[[ Material shown open ]]

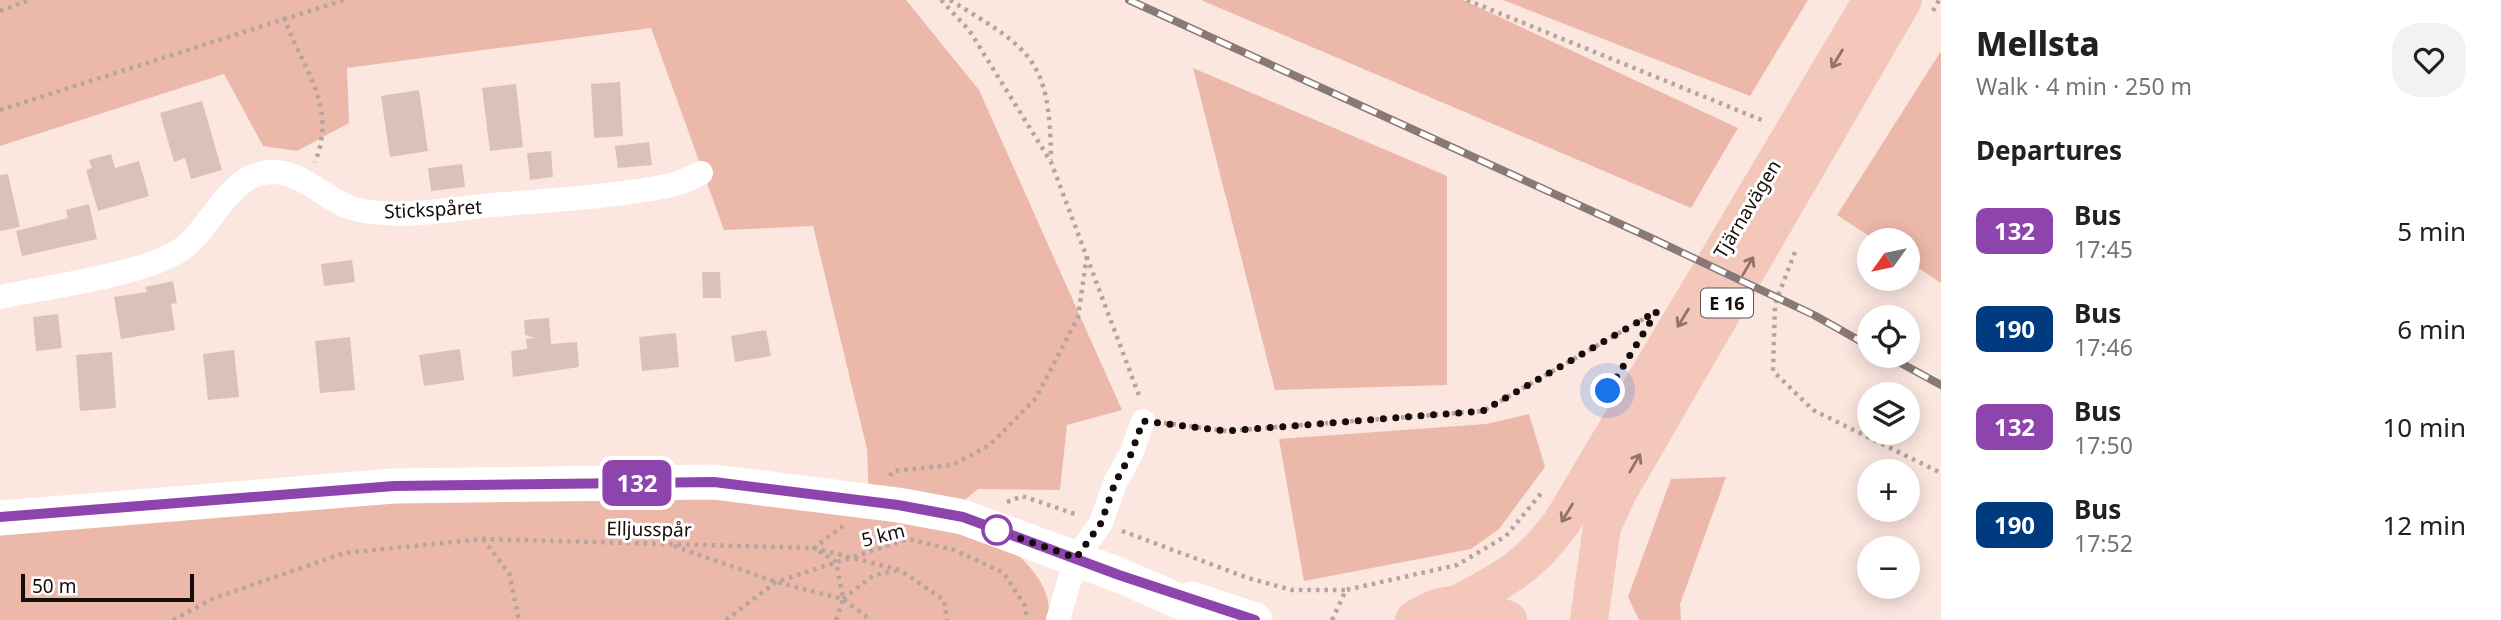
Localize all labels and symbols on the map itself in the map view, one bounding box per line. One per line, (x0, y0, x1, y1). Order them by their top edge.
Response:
one-way arrow (1830, 48, 1844, 68)
street label: Tjärnavägen (1707, 155, 1787, 263)
street label: Stickspåret (383, 193, 483, 225)
north arrow (1857, 228, 1920, 290)
one-way arrow (1742, 256, 1756, 276)
road number: E 16 (1701, 288, 1753, 318)
one-way arrow (1676, 307, 1690, 327)
your location (1590, 373, 1625, 408)
one-way arrow (1628, 453, 1642, 473)
line badge: 132 (597, 460, 677, 506)
one-way arrow (1559, 503, 1573, 523)
street label: Elljusspår (606, 515, 692, 543)
unlabelled marker (982, 515, 1012, 545)
street label: 5 km (859, 517, 907, 553)
scale bar (21, 571, 194, 603)

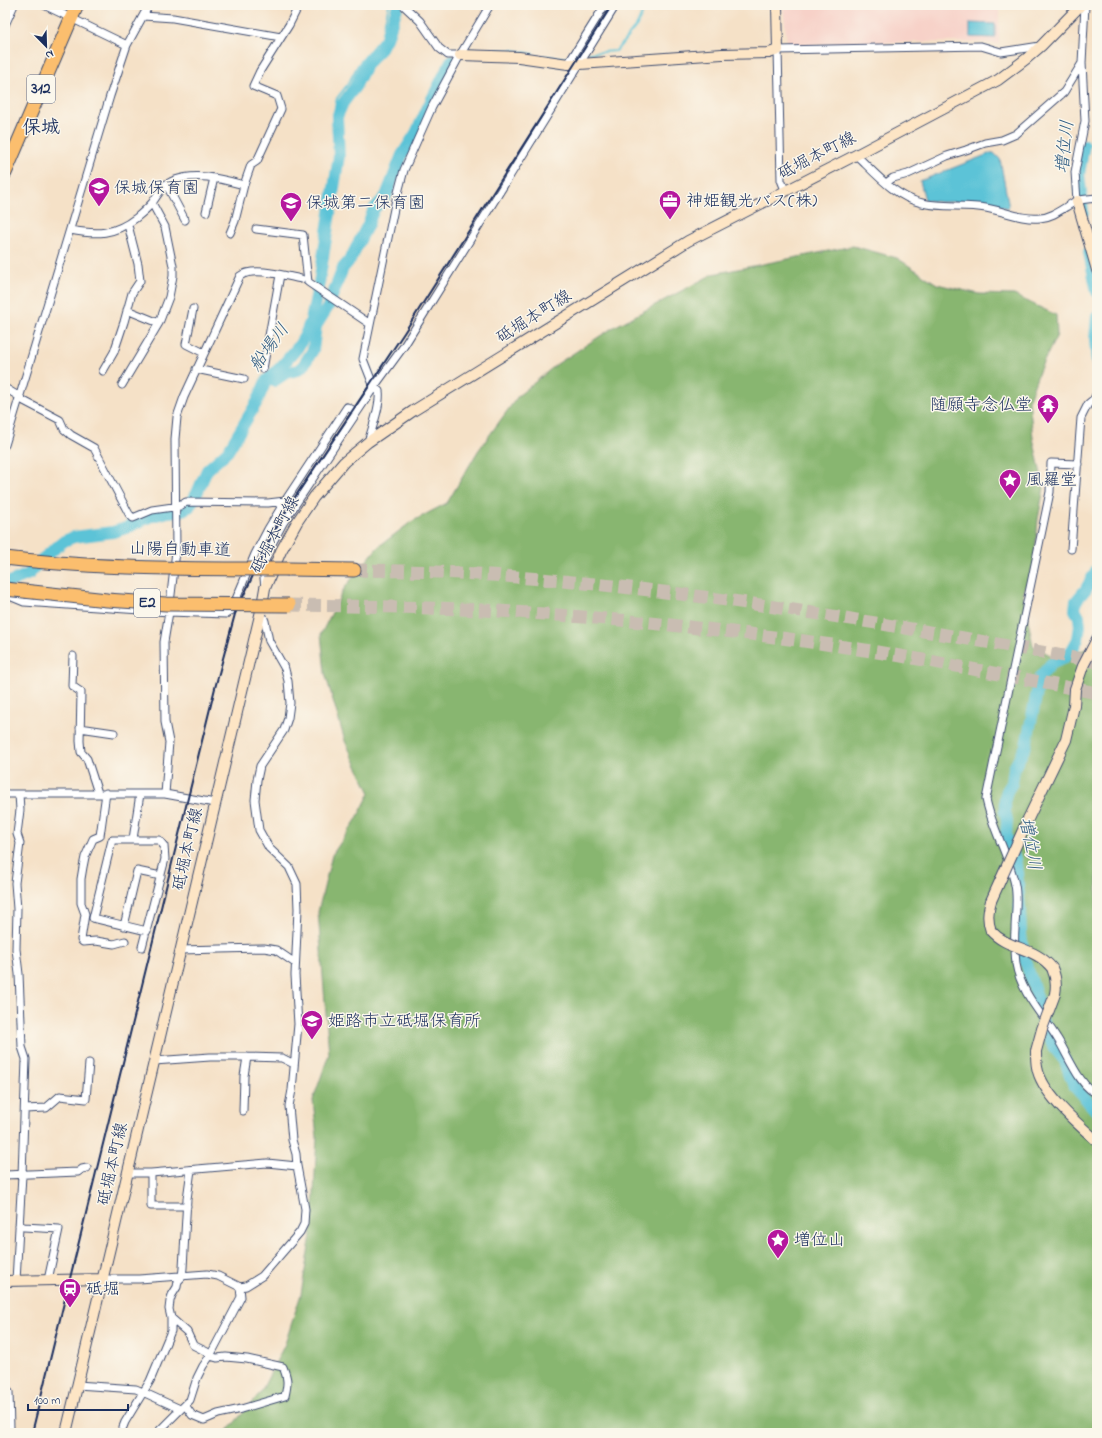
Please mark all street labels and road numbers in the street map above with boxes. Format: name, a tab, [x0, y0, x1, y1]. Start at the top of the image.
road number: 312	[27, 75, 55, 103]
street label: 砥堀本町線	[773, 126, 861, 186]
street label: 砥堀本町線	[491, 284, 577, 350]
street label: 砥堀本町線	[244, 492, 306, 578]
street label: 山陽自動車道	[129, 537, 231, 563]
road number: E2	[134, 589, 160, 617]
street label: 砥堀本町線	[166, 805, 210, 893]
street label: 砥堀本町線	[91, 1120, 135, 1208]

[[ Material shown closed ]]

Prompt. Your reply should restate every entry exactly, with the pictures left out.

Result of this exercise.
Localize all labels and symbols on the map itself in the map view, one bounding box per line. One per line, (x0, y0, x1, y1). Order them by their top edge.
Response:
one-way arrow (1830, 48, 1844, 68)
street label: Tjärnavägen (1707, 155, 1787, 263)
street label: Stickspåret (383, 193, 483, 225)
north arrow (1857, 228, 1920, 290)
one-way arrow (1742, 256, 1756, 276)
road number: E 16 (1701, 288, 1753, 318)
one-way arrow (1676, 307, 1690, 327)
your location (1590, 373, 1625, 408)
one-way arrow (1628, 453, 1642, 473)
line badge: 132 (597, 460, 677, 506)
one-way arrow (1559, 503, 1573, 523)
street label: Elljusspår (606, 515, 692, 543)
unlabelled marker (982, 515, 1012, 545)
street label: 5 km (859, 517, 907, 553)
scale bar (21, 571, 194, 603)

Please mark all street labels and road numbers in the street map above with boxes. Format: name, a tab, [x0, y0, x1, y1]. Start at the top of the image.
road number: 312	[27, 75, 55, 103]
street label: 砥堀本町線	[773, 126, 861, 186]
street label: 砥堀本町線	[491, 284, 577, 350]
street label: 砥堀本町線	[244, 492, 306, 578]
street label: 山陽自動車道	[129, 537, 231, 563]
road number: E2	[134, 589, 160, 617]
street label: 砥堀本町線	[166, 805, 210, 893]
street label: 砥堀本町線	[91, 1120, 135, 1208]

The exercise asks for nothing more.